WHAT IS NEEDED:
The data must be reproduced verbatim; images are to be omitted.

GIVEN DATA:
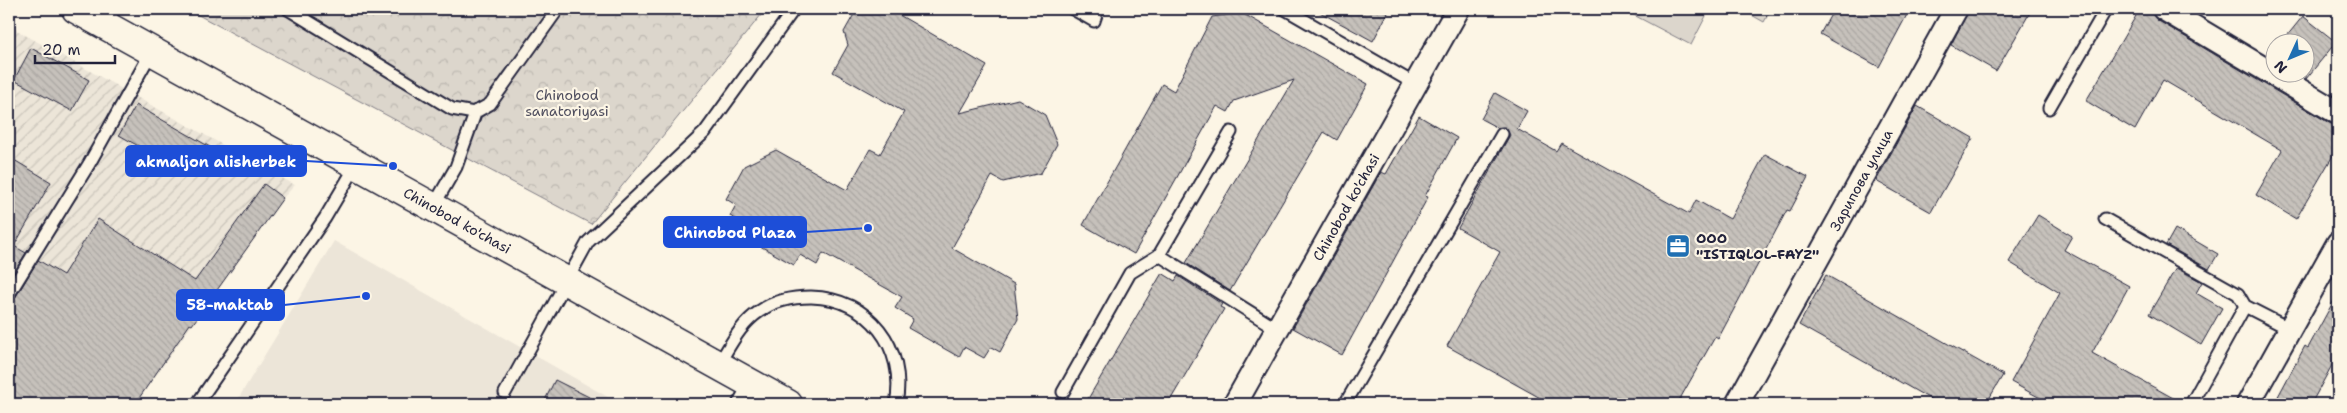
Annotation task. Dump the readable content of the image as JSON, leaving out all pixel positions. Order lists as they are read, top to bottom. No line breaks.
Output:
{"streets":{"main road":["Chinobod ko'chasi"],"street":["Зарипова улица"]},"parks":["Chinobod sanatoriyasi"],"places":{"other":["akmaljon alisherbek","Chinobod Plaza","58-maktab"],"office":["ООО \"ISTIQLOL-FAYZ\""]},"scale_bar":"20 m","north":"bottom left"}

RESULT BELOW:
Annotation task. Dump the readable content of the image as JSON, leaving out all pixel positions. Order lists as they are read, top to bottom. No line breaks.
Output:
{"streets":{"main road":["Chinobod ko'chasi"],"street":["Зарипова улица"]},"parks":["Chinobod sanatoriyasi"],"places":{"other":["akmaljon alisherbek","Chinobod Plaza","58-maktab"],"office":["ООО \"ISTIQLOL-FAYZ\""]},"scale_bar":"20 m","north":"bottom left"}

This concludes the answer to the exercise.